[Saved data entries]
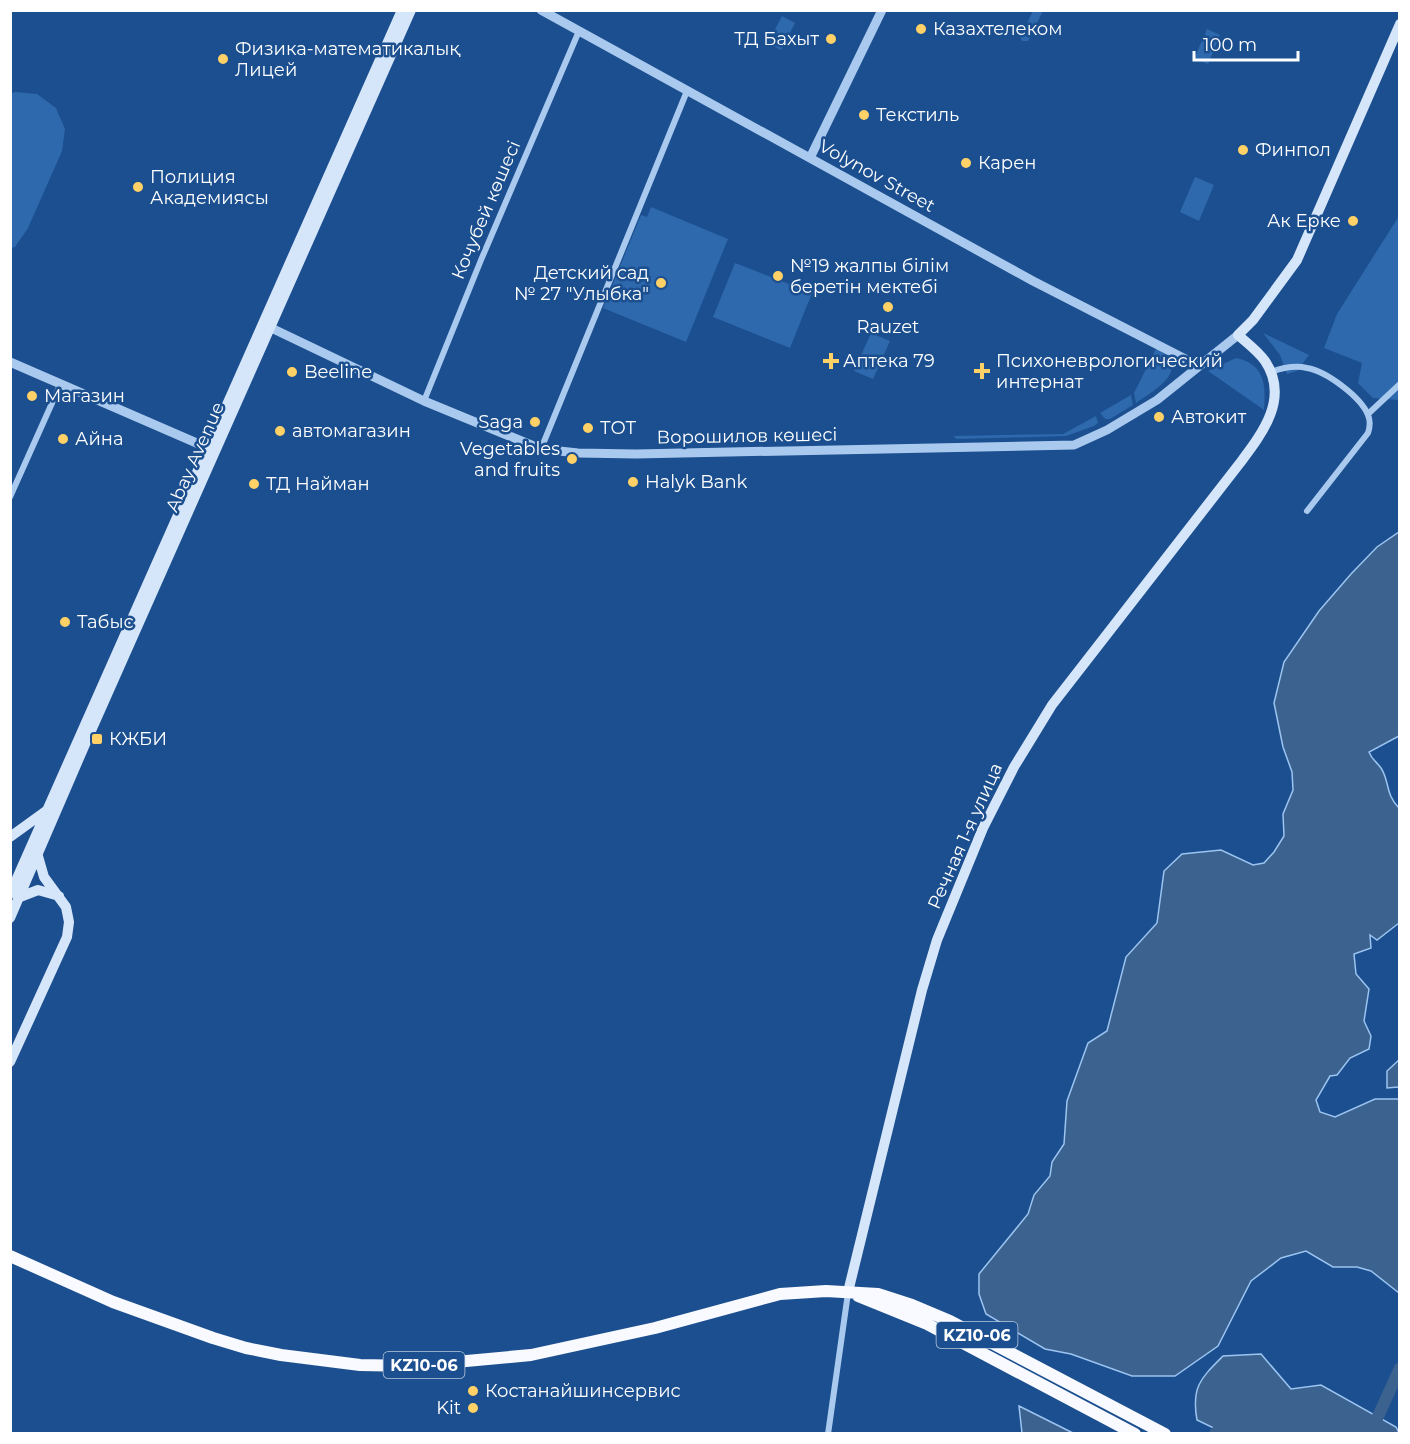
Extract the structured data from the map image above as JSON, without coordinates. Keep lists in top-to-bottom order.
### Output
{
  "streets": {
    "highway": ["KZ10-06"],
    "main road": ["Abay Avenue", "Речная 1-я улица"],
    "street": ["Volynov Street", "Кочубей көшесі", "Ворошилов көшесі"]
  },
  "crossings": [
    ["Volynov Street", "Кочубей көшесі"],
    ["Volynov Street", "Ворошилов көшесі"],
    ["Кочубей көшесі", "Ворошилов көшесі"],
    ["Ворошилов көшесі", "Abay Avenue"],
    ["Ворошилов көшесі", "Речная 1-я улица"],
    ["Речная 1-я улица", "KZ10-06"]
  ],
  "places": {
    "other": [
      "Казахтелеком",
      "ТД Бахыт",
      "Физика-математикалық Лицей",
      "Текстиль",
      "Финпол",
      "Карен",
      "Полиция Академиясы",
      "Ак Ерке",
      "№19 жалпы білім беретін мектебі",
      "Детский сад № 27 \"Улыбка\"",
      "Rauzet",
      "Beeline",
      "Магазин",
      "Автокит",
      "Saga",
      "ТОТ",
      "автомагазин",
      "Айна",
      "Vegetables and fruits",
      "Halyk Bank",
      "ТД Найман",
      "Табыс",
      "Костанайшинсервис",
      "Kit"
    ],
    "health": ["Аптека 79", "Психоневрологический интернат"],
    "transit": ["КЖБИ"]
  },
  "scale_bar": "100 m"
}
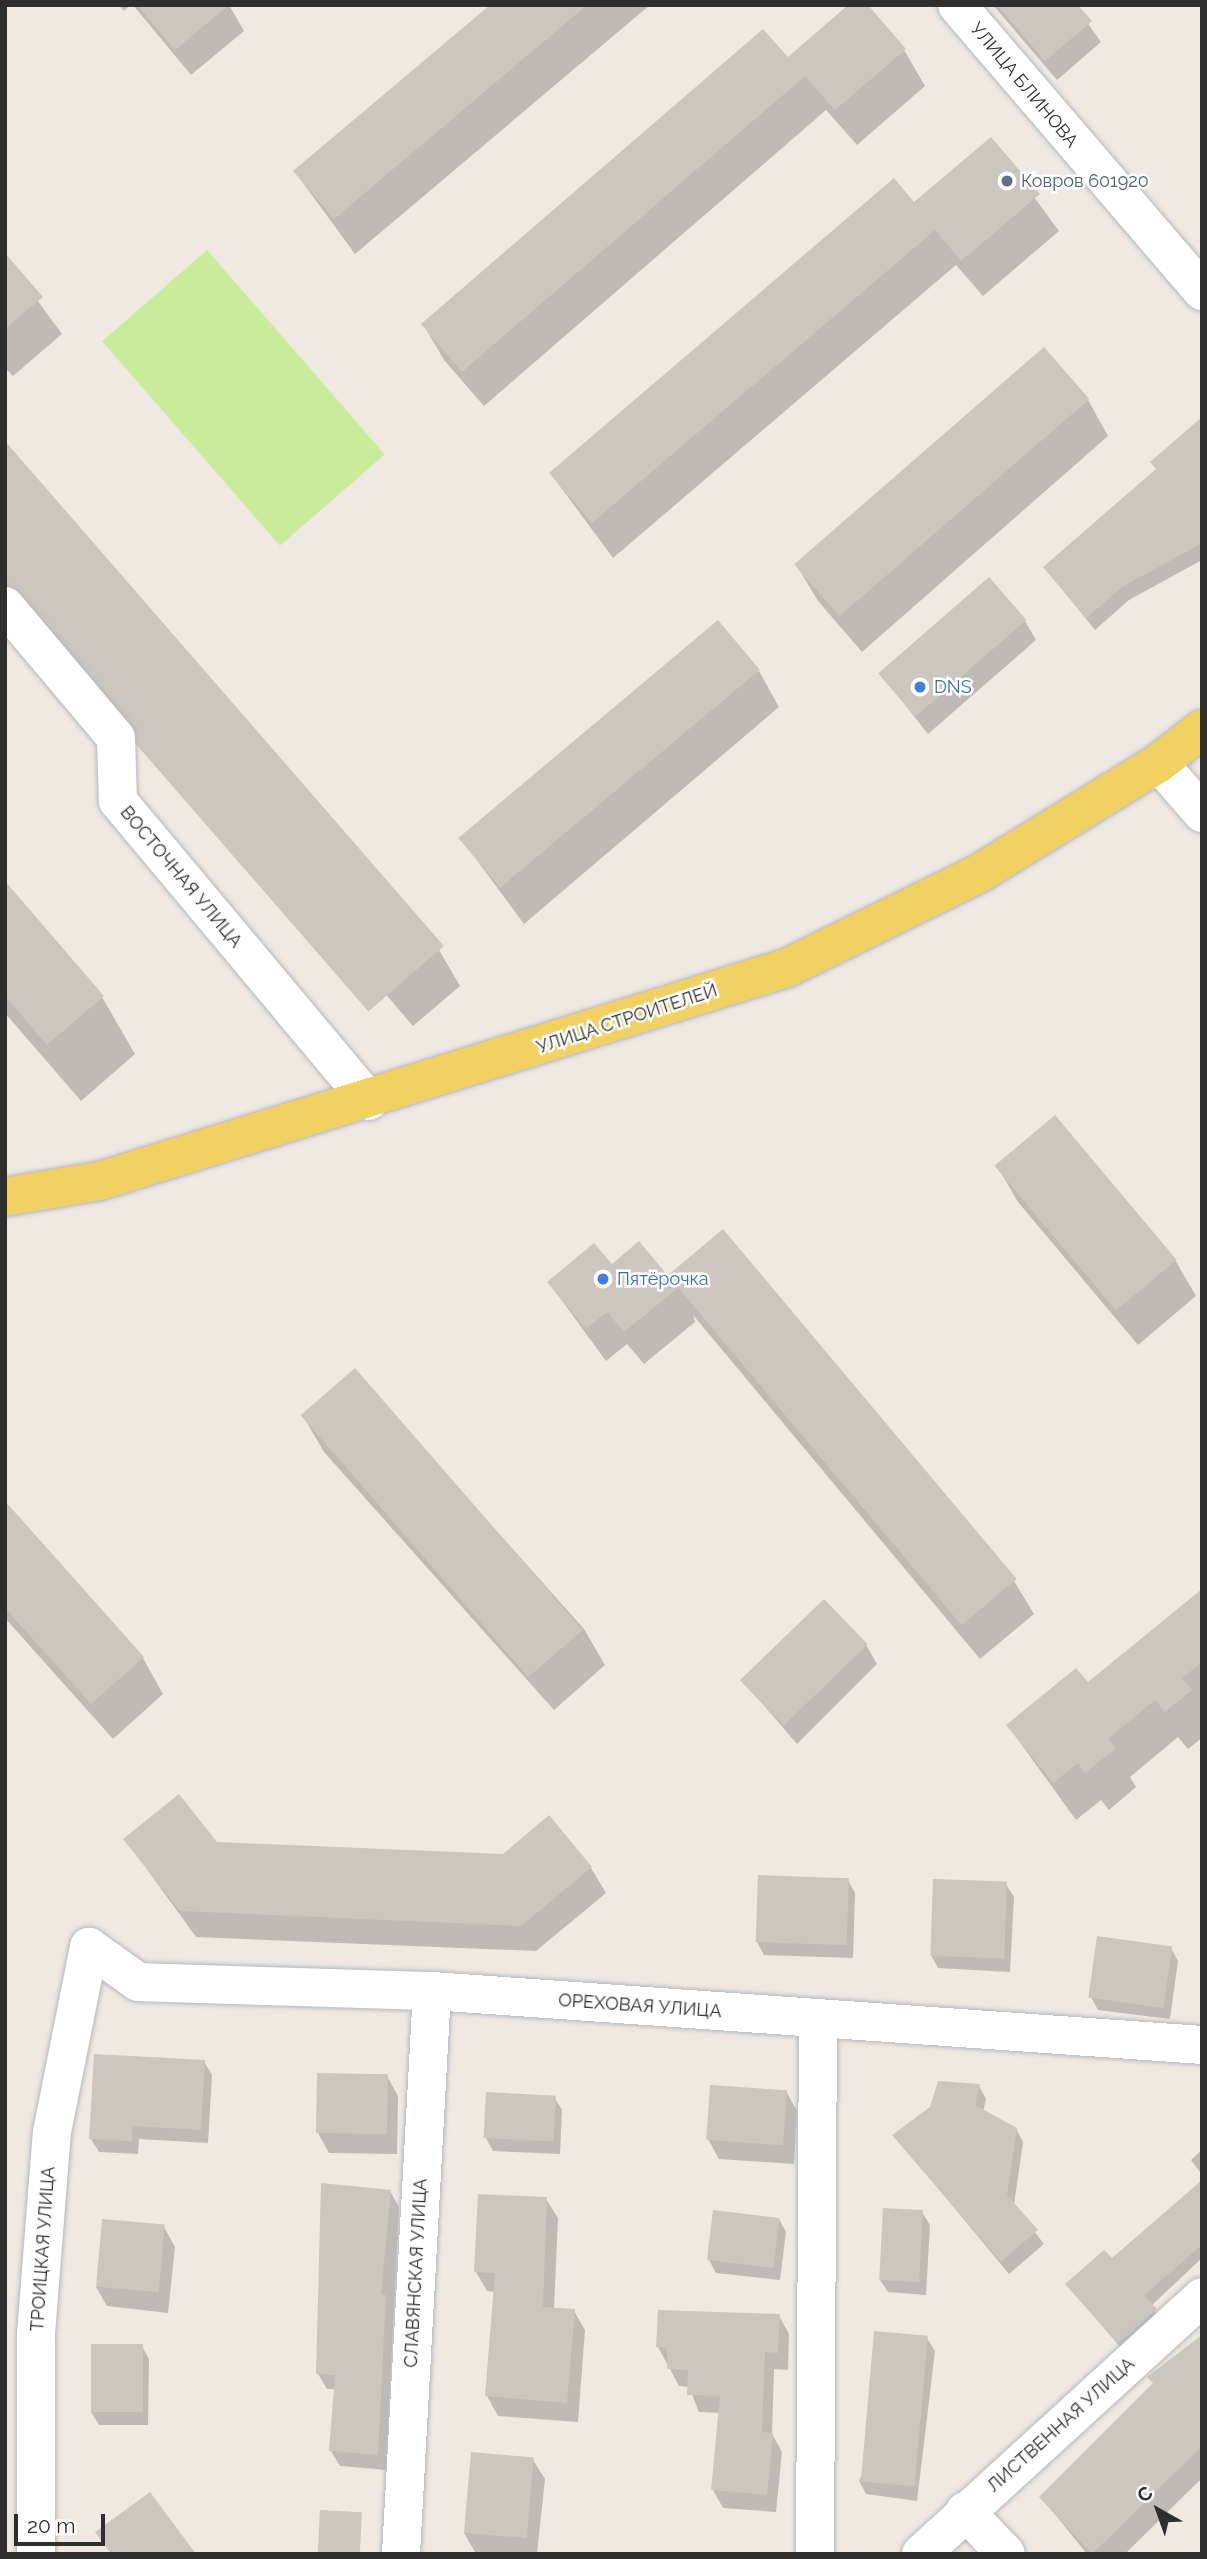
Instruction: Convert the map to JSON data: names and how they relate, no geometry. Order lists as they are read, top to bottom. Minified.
{"streets":{"main road":["УЛИЦА СТРОИТЕЛЕЙ"],"street":["УЛИЦА БЛИНОВА","ВОСТОЧНАЯ УЛИЦА","ОРЕХОВАЯ УЛИЦА","ТРОИЦКАЯ УЛИЦА","СЛАВЯНСКАЯ УЛИЦА","ЛИСТВЕННАЯ УЛИЦА"]},"crossings":[["ВОСТОЧНАЯ УЛИЦА","УЛИЦА СТРОИТЕЛЕЙ"],["ОРЕХОВАЯ УЛИЦА","ТРОИЦКАЯ УЛИЦА"],["ОРЕХОВАЯ УЛИЦА","СЛАВЯНСКАЯ УЛИЦА"]],"places":["Ковров 601920","DNS","Пятёрочка"],"scale_bar":"20 m","north":"top left"}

**What to do:** Your task is to write out the lines from the one with "Instruction: Convert the" through the end of the records, exactly and with nothing added.

**Solution to the problem:**
Instruction: Convert the map to JSON data: names and how they relate, no geometry. Order lists as they are read, top to bottom. Minified.
{"streets":{"main road":["УЛИЦА СТРОИТЕЛЕЙ"],"street":["УЛИЦА БЛИНОВА","ВОСТОЧНАЯ УЛИЦА","ОРЕХОВАЯ УЛИЦА","ТРОИЦКАЯ УЛИЦА","СЛАВЯНСКАЯ УЛИЦА","ЛИСТВЕННАЯ УЛИЦА"]},"crossings":[["ВОСТОЧНАЯ УЛИЦА","УЛИЦА СТРОИТЕЛЕЙ"],["ОРЕХОВАЯ УЛИЦА","ТРОИЦКАЯ УЛИЦА"],["ОРЕХОВАЯ УЛИЦА","СЛАВЯНСКАЯ УЛИЦА"]],"places":["Ковров 601920","DNS","Пятёрочка"],"scale_bar":"20 m","north":"top left"}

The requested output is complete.